**Problem to solve**
Scan the listing below. Return every line containing the string "RANDRUPVEJ".

**Provided information**
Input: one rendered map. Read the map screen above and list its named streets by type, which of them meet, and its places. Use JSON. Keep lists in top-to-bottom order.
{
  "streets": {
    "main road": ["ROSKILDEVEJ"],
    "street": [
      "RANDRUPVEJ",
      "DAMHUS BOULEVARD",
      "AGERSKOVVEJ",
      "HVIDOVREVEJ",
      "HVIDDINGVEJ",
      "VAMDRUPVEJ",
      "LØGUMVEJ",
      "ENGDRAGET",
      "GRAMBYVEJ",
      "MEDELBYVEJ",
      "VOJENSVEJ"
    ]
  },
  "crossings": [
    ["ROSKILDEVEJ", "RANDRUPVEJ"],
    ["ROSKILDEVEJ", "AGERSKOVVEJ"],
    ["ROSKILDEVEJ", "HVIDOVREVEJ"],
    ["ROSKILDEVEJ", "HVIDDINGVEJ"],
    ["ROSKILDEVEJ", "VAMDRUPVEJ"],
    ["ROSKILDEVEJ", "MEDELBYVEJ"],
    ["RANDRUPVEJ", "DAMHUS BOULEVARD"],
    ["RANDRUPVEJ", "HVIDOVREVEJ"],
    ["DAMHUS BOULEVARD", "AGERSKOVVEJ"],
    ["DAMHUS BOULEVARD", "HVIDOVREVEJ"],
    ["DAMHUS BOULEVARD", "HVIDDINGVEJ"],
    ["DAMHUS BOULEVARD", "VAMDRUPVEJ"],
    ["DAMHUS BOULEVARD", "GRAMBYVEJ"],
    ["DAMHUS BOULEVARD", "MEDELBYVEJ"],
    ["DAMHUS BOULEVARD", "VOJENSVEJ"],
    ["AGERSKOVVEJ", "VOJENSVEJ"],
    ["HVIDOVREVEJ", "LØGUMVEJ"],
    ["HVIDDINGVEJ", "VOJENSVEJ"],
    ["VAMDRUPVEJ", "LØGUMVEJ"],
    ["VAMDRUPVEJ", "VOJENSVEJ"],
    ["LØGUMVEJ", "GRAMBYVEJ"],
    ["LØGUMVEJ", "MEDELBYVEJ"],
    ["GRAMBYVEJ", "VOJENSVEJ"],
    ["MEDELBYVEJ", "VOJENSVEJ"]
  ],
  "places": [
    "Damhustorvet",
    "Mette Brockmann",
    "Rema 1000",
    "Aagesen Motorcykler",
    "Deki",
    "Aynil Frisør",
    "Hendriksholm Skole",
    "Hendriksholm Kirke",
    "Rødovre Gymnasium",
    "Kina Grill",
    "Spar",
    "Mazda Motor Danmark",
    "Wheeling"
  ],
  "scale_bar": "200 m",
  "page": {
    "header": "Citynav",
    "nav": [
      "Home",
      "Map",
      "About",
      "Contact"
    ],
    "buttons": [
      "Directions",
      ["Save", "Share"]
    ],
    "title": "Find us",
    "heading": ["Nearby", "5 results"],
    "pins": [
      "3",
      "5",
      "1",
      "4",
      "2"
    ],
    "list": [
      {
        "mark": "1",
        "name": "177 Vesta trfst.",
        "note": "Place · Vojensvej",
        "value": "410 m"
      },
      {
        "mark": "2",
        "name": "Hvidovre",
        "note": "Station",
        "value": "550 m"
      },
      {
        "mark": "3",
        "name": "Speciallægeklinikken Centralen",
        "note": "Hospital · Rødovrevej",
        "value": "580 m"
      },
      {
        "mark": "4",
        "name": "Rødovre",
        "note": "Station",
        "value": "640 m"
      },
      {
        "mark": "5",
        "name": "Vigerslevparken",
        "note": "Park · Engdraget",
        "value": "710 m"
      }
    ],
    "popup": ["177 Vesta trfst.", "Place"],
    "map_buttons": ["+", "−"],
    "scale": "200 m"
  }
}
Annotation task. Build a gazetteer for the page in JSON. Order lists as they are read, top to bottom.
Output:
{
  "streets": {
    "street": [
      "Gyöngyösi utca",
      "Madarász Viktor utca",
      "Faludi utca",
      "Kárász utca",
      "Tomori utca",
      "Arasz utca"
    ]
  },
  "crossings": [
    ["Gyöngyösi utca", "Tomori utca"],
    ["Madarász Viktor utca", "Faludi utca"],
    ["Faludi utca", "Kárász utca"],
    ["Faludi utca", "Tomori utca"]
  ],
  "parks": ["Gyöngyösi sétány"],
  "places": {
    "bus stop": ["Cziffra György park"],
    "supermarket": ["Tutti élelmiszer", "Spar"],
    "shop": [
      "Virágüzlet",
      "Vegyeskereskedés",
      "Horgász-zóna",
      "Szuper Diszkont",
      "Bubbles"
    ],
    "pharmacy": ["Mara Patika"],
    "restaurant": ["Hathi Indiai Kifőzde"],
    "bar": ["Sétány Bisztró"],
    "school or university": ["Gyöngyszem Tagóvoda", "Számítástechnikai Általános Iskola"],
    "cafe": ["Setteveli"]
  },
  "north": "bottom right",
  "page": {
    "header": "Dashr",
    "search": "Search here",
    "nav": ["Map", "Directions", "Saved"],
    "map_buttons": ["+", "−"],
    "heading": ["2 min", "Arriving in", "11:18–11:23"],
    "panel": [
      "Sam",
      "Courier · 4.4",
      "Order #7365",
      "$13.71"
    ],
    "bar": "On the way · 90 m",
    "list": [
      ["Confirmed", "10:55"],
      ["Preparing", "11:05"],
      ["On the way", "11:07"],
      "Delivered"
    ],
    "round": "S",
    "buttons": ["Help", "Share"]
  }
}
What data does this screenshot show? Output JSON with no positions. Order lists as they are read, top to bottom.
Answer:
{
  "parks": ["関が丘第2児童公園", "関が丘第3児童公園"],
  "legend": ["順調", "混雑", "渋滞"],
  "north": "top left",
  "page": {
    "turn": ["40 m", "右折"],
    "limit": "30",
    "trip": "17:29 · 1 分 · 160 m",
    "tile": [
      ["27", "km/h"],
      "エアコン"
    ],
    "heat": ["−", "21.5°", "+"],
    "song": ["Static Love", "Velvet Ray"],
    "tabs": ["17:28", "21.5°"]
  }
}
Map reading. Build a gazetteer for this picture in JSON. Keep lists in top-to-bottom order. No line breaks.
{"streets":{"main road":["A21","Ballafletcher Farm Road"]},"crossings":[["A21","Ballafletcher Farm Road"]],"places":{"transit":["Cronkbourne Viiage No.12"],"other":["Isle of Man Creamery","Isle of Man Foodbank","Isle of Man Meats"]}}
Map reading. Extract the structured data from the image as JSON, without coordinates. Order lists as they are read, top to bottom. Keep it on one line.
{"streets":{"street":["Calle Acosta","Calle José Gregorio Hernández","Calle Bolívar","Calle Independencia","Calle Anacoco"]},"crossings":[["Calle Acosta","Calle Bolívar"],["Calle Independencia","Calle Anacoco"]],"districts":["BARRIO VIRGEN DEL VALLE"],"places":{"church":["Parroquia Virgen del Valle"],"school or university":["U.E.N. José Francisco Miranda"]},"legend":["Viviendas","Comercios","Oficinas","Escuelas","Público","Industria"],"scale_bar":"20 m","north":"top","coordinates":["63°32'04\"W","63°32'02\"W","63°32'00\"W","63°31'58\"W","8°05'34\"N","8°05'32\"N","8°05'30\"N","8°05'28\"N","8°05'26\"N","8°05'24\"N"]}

**Answer to this exercise**
      "RANDRUPVEJ",
    ["ROSKILDEVEJ", "RANDRUPVEJ"],
    ["RANDRUPVEJ", "DAMHUS BOULEVARD"],
    ["RANDRUPVEJ", "HVIDOVREVEJ"],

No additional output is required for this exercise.